Another silver lining.
At first blush, Jeff Sessions’ recusal from the trumped-up Russia collusion charges and the naming of Mueller as special persecutor looked like a slam dunk for the leftwing subversives seeking to overthrow the President. But the left is dirty. Every troll, operative, and goon. It’s how they do.
While trying desperately to implicate President Trump, the light is exposing them.
Peter Strzok, the top counterintelligence investigator investigating the fictional Trump campaign collusion with Russia, was a Trump hater — so much for the non-partisan, objective FBI. Peter Strzok’s texts to his to his girlfriend, Lisa Page, with whom he was engaging in an extramarital affair, expose what a Trump hater he was. At the time, Lisa Page worked for Deputy Director Andrew McCabe. The pro-Clinton McCabe is also under scrutiny for his involvement in the Clinton emails matter. Back in April, the Senate Judiciary Committee inquired about FBI Deputy Director Andrew McCabe’s role on the Trump probe, which is looking into potential collusion between the Trump campaign and Russian government. Iowa Sen. Chuck Grassley, the Judiciary Committee’s chairman, had expressed concerns about a potential conflict of interest given that McCabe’s wife ran a state campaign in Virginia that received $700,000 from Virginia Gov. Terry McAuliffe, a close friend of Clinton’s. Grassley noted in a March 28 letter to FBI Director James Comey that the McCabes met with McAuliffe on March 7, 2015, several days after the story broke that Clinton used a private email server as secretary of state. In the response letter to Grassley, FBI Assistant Director Gregory Bower both confirmed that McCabe is involved in the Trump investigation and denied that a recusal was necessary.
Are you following all this?
In any case, what Strzok contributed to the “case” should be stricken from the record.
Mueller reportedly ousted an investigator on his team over possible anti-Trump texts
Sonam Sheth, Business Insider, December 2, 2017:
- Special counsel Robert Mueller ousted a top counterintelligence investigator on his team because of an investigation into messages he sent that could be seen as critical of President Donald Trump.
- The investigator, Peter Strzok, worked on the FBI’s investigation into Hillary Clinton’s use of a private email server before joining Mueller’s investigation into Russia’s interference in the 2016 election.
- Officials are examining the texts for evidence of bias in the Clinton and Trump investigations.
- They are reportedly concerned the messages will fuel Trump’s claim that the Russia probe is a political “witch hunt.”
Mueller is currently spearheading the FBI’s investigation into Russia’s interference in the 2016 election, including whether members of Trump’s campaign colluded with Moscow to tilt the election in his favor. He is also looking into whether Trump sought to obstruct justice when he fired FBI director James Comey in May.

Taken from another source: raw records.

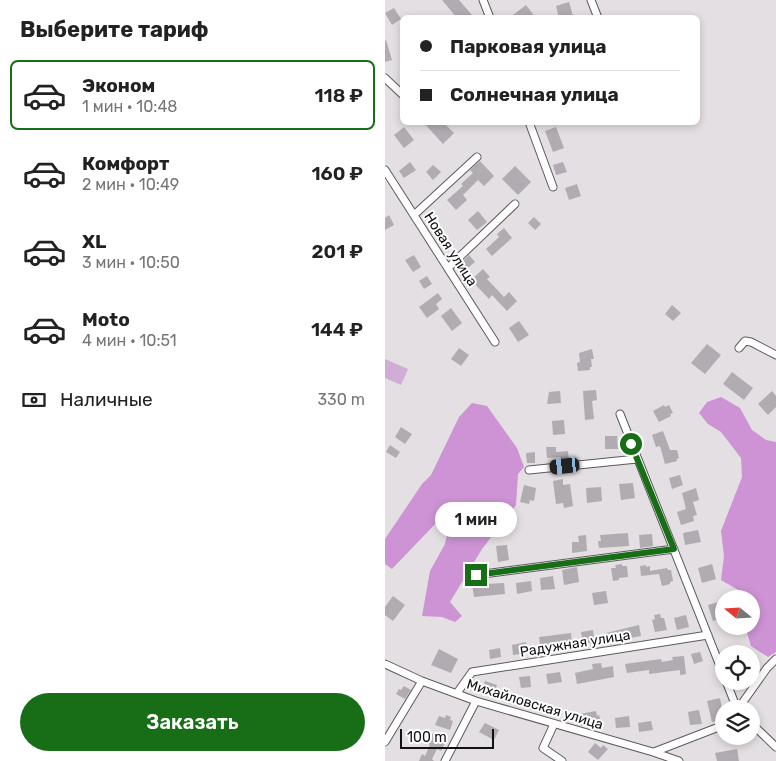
<!DOCTYPE html>
<html lang="ru">
<meta charset="utf-8">
<style>
:root{--surface:#fff;--page:#f6f6f6;--text:#222;--muted:#767676;--line:#e0e0e0;--accent:#186e17}
body{margin:0;font-family:Rubik,sans-serif;background:var(--page);color:var(--text);height:100vh;display:flex;flex-direction:column;font-size:19px;white-space:nowrap}
*{box-sizing:border-box;margin:0}
p{font-size:16px;color:var(--muted)}
.icon{flex:none;width:28px;height:28px;fill:none;stroke:currentColor;stroke-width:2;stroke-linecap:round;stroke-linejoin:round}
.map{position:relative;flex:1;overflow:hidden}
.details{display:flex;flex-direction:column;background:var(--surface);width:385px}
.details>*{flex:none}
.banner{position:absolute;left:15px;top:15px;width:300px;height:110px;border-radius:8px;box-shadow:0 2px 8px #0003;display:grid;align-content:center;height:110px;padding:0 20px;background:var(--surface)}
.needle{width:32px;rotate:288deg}
.buttons{position:absolute;left:330px;top:590px;display:grid;gap:10px}
.buttons a{display:grid;place-items:center;width:45px;height:45px;border-radius:50%;background:var(--surface);box-shadow:0 2px 8px #0003;font-size:25px}
.scale{position:absolute;left:15px;bottom:12px;width:94px;box-sizing:border-box;padding-left:5px;border:2px solid #111012;border-top:0;font-size:14px;line-height:18px;white-space:nowrap;color:#111012;-webkit-text-stroke:4px #fff;paint-order:stroke}
.end{position:absolute;width:22px;height:22px;margin:-11px;border:6px solid #186e17;background:#fff;box-shadow:0 0 0 2px #fff}
.from{border-radius:50%}
.bubble{position:absolute;height:35px;border-radius:18px;background:var(--surface);box-shadow:0 2px 8px #0003;font-size:16px;font-weight:600;line-height:35px;text-align:center}
.car{position:absolute;width:15px;height:30px;margin:-15px -8px;border-radius:6px;box-shadow:0 0 4px 1px #0007;background:linear-gradient(#222 24%,#8ab4d8 0 40%,#222 0 76%,#8ab4d8 0 86%,#222 0)}
.banner b{display:flex;align-items:center;gap:18px;height:48px;font-size:19px}
.banner b+b{border-top:1px solid var(--line)}
.banner i{width:12px;height:12px;background:var(--text)}
ul{padding:0;list-style:none}
li{display:flex;align-items:center;gap:15px;height:70px;margin:0 10px 8px;padding:0 10px;border:2px solid transparent;border-radius:8px}
li div{flex:1}
li b{display:block;font-size:19px}
li em{font-style:normal;font-weight:600}
li.current{border-color:var(--accent)}
li>.icon{width:45px;height:45px;stroke-width:1.5}
h2{padding:0 20px;font-size:22px;line-height:60px}
.pay{display:flex;align-items:center;gap:12px;height:55px;padding:0 20px;font-size:19px}
.pay p{margin-inline-start:auto}
.button{display:flex;gap:10px;margin-top:auto;padding:10px 20px}
.button a{flex:1;height:58px;border-radius:30px;background:var(--accent);color:#fff;font-size:20px;font-weight:600;line-height:58px;text-align:center}
main{display:flex;flex:1;min-height:0}
.map>svg:first-child{display:block}
.green{fill:#d1acd6}
.forest{fill:#cd93d4}
.building{fill:#b0acb1}
.lines{fill:none;stroke-linecap:round;stroke-linejoin:round}
.street-casing{stroke:#5d595d;stroke-width:9}
.street{stroke:#fff;stroke-width:7}
.route{stroke:#186e17;stroke-width:6}
.labels{text-anchor:middle;stroke-width:4;stroke-linejoin:round;paint-order:stroke}
.street-label{font-size:14px;fill:#111012;stroke:#fff}
</style>
<main>
<section class="details">
<h2>Выберите тариф</h2>
<ul>
<li class="current"><svg class="icon" aria-label="car" viewBox="0 0 24 24"><path d="M5 17H2v-5l4-1 3-4h7l3 4 3 1v5h-3M9 17h6M6 11h13"/><circle cx="7" cy="17" r="2"/><circle cx="17" cy="17" r="2"/></svg><div><b>Эконом</b><p>1 мин · 10:48</p></div><em>118 ₽</em></li>
<li><svg class="icon" aria-label="car" viewBox="0 0 24 24"><path d="M5 17H2v-5l4-1 3-4h7l3 4 3 1v5h-3M9 17h6M6 11h13"/><circle cx="7" cy="17" r="2"/><circle cx="17" cy="17" r="2"/></svg><div><b>Комфорт</b><p>2 мин · 10:49</p></div><em>160 ₽</em></li>
<li><svg class="icon" aria-label="car" viewBox="0 0 24 24"><path d="M5 17H2v-5l4-1 3-4h7l3 4 3 1v5h-3M9 17h6M6 11h13"/><circle cx="7" cy="17" r="2"/><circle cx="17" cy="17" r="2"/></svg><div><b>XL</b><p>3 мин · 10:50</p></div><em>201 ₽</em></li>
<li><svg class="icon" aria-label="car" viewBox="0 0 24 24"><path d="M5 17H2v-5l4-1 3-4h7l3 4 3 1v5h-3M9 17h6M6 11h13"/><circle cx="7" cy="17" r="2"/><circle cx="17" cy="17" r="2"/></svg><div><b>Moto</b><p>4 мин · 10:51</p></div><em>144 ₽</em></li>
</ul>
<div class="pay"><svg class="icon" aria-label="cash" viewBox="0 0 24 24"><path d="M3 7h18v10H3z"/><circle cx="12" cy="12" r="2"/></svg>Наличные<p>330 m</p></div>
<div class="button"><a>Заказать</a></div>
</section>
<div class="map">
<svg width="391" height="761" viewBox="0 0 391 761">
<rect width="100%" height="100%" fill="#e3dfe3"/>
<path class="green" d="M0,359L23,369L16,385L0,378Z"/>
<path class="forest" d="M336,397L355,408L367,430L381,440L391,442V652L383,657L366,646L360,626H366V599H356L355,591L336,580L339,556L336,531L357,477L356,458L336,432L323,424L314,413L322,402Z
M87,403L102,406L132,448L139,467L133,474L131,505L97,549L65,602L77,616L70,622L57,617L37,616L45,571L60,544L64,526L53,521L7,569L0,564V539L37,484L46,475L74,417Z"/>
<path class="building" d="M57,0H74L87,15L84,18H72Z
M184,2L188,16L174,18L171,6Z
M141,5L151,18H124Z
M9,8L16,19L7,25L0,13Z
M1,40L7,60L0,62V41Z
M38,122H58L69,133L58,144Z
M19,127L29,140L19,148L9,135Z
M171,127L179,148L168,152L160,131Z
M95,161L109,176L99,186L93,180L78,195L82,200L71,210L62,200L78,186L76,184L88,173L85,170Z
M25,162L31,170L19,178L14,171Z
M178,162L182,172L171,175L168,165Z
M48,165L56,172L48,180L41,172Z
M130,166L146,182L133,195L117,179Z
M192,184L196,196L184,200L180,188Z
M93,211L102,222L92,230L83,220Z
M4,215L9,225L0,230V218Z
M149,217L156,224L150,230L143,223Z
M119,228L127,238L107,256L101,249L114,237L112,234Z
M29,255L36,267L28,272L20,260Z
M84,255L90,262L79,271L74,265Z
M98,269L105,277L102,279L119,297L124,292L132,301L122,311L107,295L104,299L86,280Z
M42,276L47,284L39,289L34,281Z
M53,293L57,299L51,304L54,309L42,318L34,307Z
M287,305L296,313L288,321L280,314Z
M66,308L77,323L67,331L56,316Z
M134,321L144,335L133,342L124,328Z
M322,344L336,355L320,374L306,363Z
M74,348L84,355L76,366L66,359Z
M207,349L209,359H206L207,367H205V370L193,371L192,363L195,362L194,353Z
M347,372L368,388L359,400L338,384Z
M211,390L212,400L207,401L209,419L200,420L198,391Z
M175,391L176,403L162,404L164,392Z
M387,391L391,396V407L383,415L373,404Z
M279,405L280,407L284,405L288,413L285,414L286,416L274,422L268,411Z
M179,420L180,434L168,435L167,421Z
M16,427L27,434L20,444L10,437Z
M278,431L285,450H292L294,458L292,459V461L280,464L275,446L271,447L267,435Z
M220,436H232L233,449H220Z
M5,445L15,452L11,458L1,452Z
M161,447H171V452L183,451L184,461H176L175,457L162,458Z
M150,452V463H142L141,453Z
M295,475L298,485L287,489L284,478Z
M178,479V485L185,484L188,506L179,508L178,503L171,504L168,481Z
M248,483L250,498L236,500L234,484Z
M139,485L151,488L149,501L145,500L144,504L135,502Z
M216,487L217,501L202,503L201,488Z
M311,488L314,500L308,502L312,515L308,516L309,521L296,525L292,512L301,509L297,493Z
M313,530L316,542L300,545L298,533Z
M243,533L244,546L214,548L213,541H216L215,535Z
M267,534L268,546L255,548L254,535Z
M201,535L202,551L187,553V542H194L193,536Z
M122,545L124,560L113,562L111,546Z
M237,564V566H242L243,577L234,578V580L228,581L226,568H231L230,565Z
M327,564L331,579L317,583L313,568Z
M261,565V567L265,566V571L282,568L283,570H286L288,581L285,582V584L277,586L274,574L256,576L255,566Z
M192,567L194,582L179,585L177,570Z
M168,576L170,589L156,590L155,578Z
M146,581L147,591L132,594L131,583Z
M101,583V584L119,583L120,594L89,597L87,584Z
M221,591L223,603L209,605L207,593Z
M8,596L20,605L8,621L0,615V607Z
M337,601L339,608V618L328,621L323,605Z
M275,614L276,618H279L282,630L270,632L267,620L270,619L269,615Z
M301,615L304,627L292,630L289,618Z
M254,625L256,636L223,642L221,633Z
M208,630L210,642L198,644L196,632Z
M186,633L187,645L156,651L154,637Z
M141,642L142,653L128,655L127,645Z
M115,648L116,657L105,659L104,650Z
M54,649L73,659L66,673L46,665Z
M315,652L318,661L309,664L306,654Z
M299,656L301,674L295,675V670L264,674V670L242,673L240,664L276,659L277,662L288,660L287,657Z
M216,663L217,668L228,666L229,677L192,684L190,673L208,669L207,664Z
M175,672L177,682L163,684L161,674Z
M145,676L146,687L136,688L134,677Z
M100,681L112,685L109,695L97,691Z
M19,686L26,690L20,699L11,694L14,689L16,690Z
M335,698L339,719L327,722L322,701Z
M314,710L317,724L305,725L303,712Z
M211,711L212,716L214,715L216,722L196,726L194,714Z
M61,715L66,717L65,720L68,721L65,730L50,725L54,716L60,718Z
M244,716L245,727L231,728L230,718Z
M266,721L268,730L254,732L253,723Z
M100,723L114,730L109,740L94,732Z
M47,734L61,741L56,751L52,749L47,759L49,761H34L37,754L40,756L45,745L42,743Z
M210,743L216,748L218,745L223,749L213,760L203,752Z
M352,749L354,761H332L330,753Z"/>
<g class="lines">
<g class="street-casing">
<path id="street" d="M98,0L105,18
M206,0L213,18
M0,78L18,95
M144,122L168,187
M0,170L110,342
M29,215L92,157
M63,268L130,204
M354,348L360,341L366,342L391,355
M235,414L339,676
M144,470L252,459
M91,575L289,549
M0,664L37,681L91,701L268,752L294,761
M341,681L352,709
M72,693L87,672L323,635
M353,709L382,668L391,659
M366,723L391,747
M169,724L158,748L177,761
M0,742L37,681
M269,752L339,725
M60,761L91,701"/>
</g>
<use href="#street" class="street"/>
</g>
<g class="lines">
<path class="route" d="M91,575L289,549L246,444"/>
</g>
<g class="labels">
<g class="street-label">
<text transform="translate(66 249) rotate(57)" y="5">Новая улица</text>
<text transform="translate(190 643) rotate(-9)" y="5">Радужная улица</text>
<text transform="translate(150 704) rotate(17)" y="5">Михайловская улица</text>
</g>
</g>
</svg>
<div class="buttons">
<a><svg class="needle" viewBox="-14 -14 28 28"><path d="M0-13l5 13h-10z" fill="#e53935"/><path d="M0 13l5-13h-10z" fill="#767676"/></svg></a>
<a><svg class="icon" aria-label="locate" viewBox="0 0 24 24"><circle cx="12" cy="12" r="6"/><path d="M12 2v4M12 18v4M2 12h4M18 12h4"/></svg></a>
<a><svg class="icon" aria-label="layers" viewBox="0 0 24 24"><path d="M12 4l9 5-9 5-9-5zM3 14l9 5 9-5"/></svg></a>
</div>
<div class="scale">100 m</div>
<i class="end from" style="left:246px;top:444px"></i>
<i class="end" style="left:91px;top:575px"></i>
<div class="bubble" style="left:50px;top:502px;width:82px">1 мин</div>
<i class="car" style="left:180px;top:466px;rotate:264deg"></i>
<div class="banner">
<b><i class="from"></i>Парковая улица</b>
<b><i></i>Солнечная улица</b>
</div>
</div>
</main>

Special counsel Robert Mueller ousted top counterintelligence veteran Peter Strzok from his team in August after the Justice Department’s inspector general began examining whether Strzok sent text messages that could be seen as critical of President Donald Trump, The New York Times reported on Saturday.
As the deputy head of counterintelligence, Strzok was widely considered one of the most experienced investigators in his field at the FBI. He worked extensively on the bureau’s inquiry into former Secretary of State Hillary Clinton’s use of a private email server before joining Mueller’s team.
The Washington Post reported Saturday that while Strzok was working on the Clinton email investigation, he exchanged texts expressing anti-Trump sentiment with an FBI lawyer, Lisa Page, with whom the Post said he was engaging in an extramarital affair. At the time, Page worked for Deputy Director Andrew McCabe.
Page and Strzok reportedly continued exchanging politically charged texts throughout the 2016 campaign season. Strzok was subsequently removed from Mueller’s team after the inspector general began examining the messages.
Strzok’s and Page’s communications are now being examined for any evidence of bias in their handling of the Clinton and Trump investigations, according to The Post.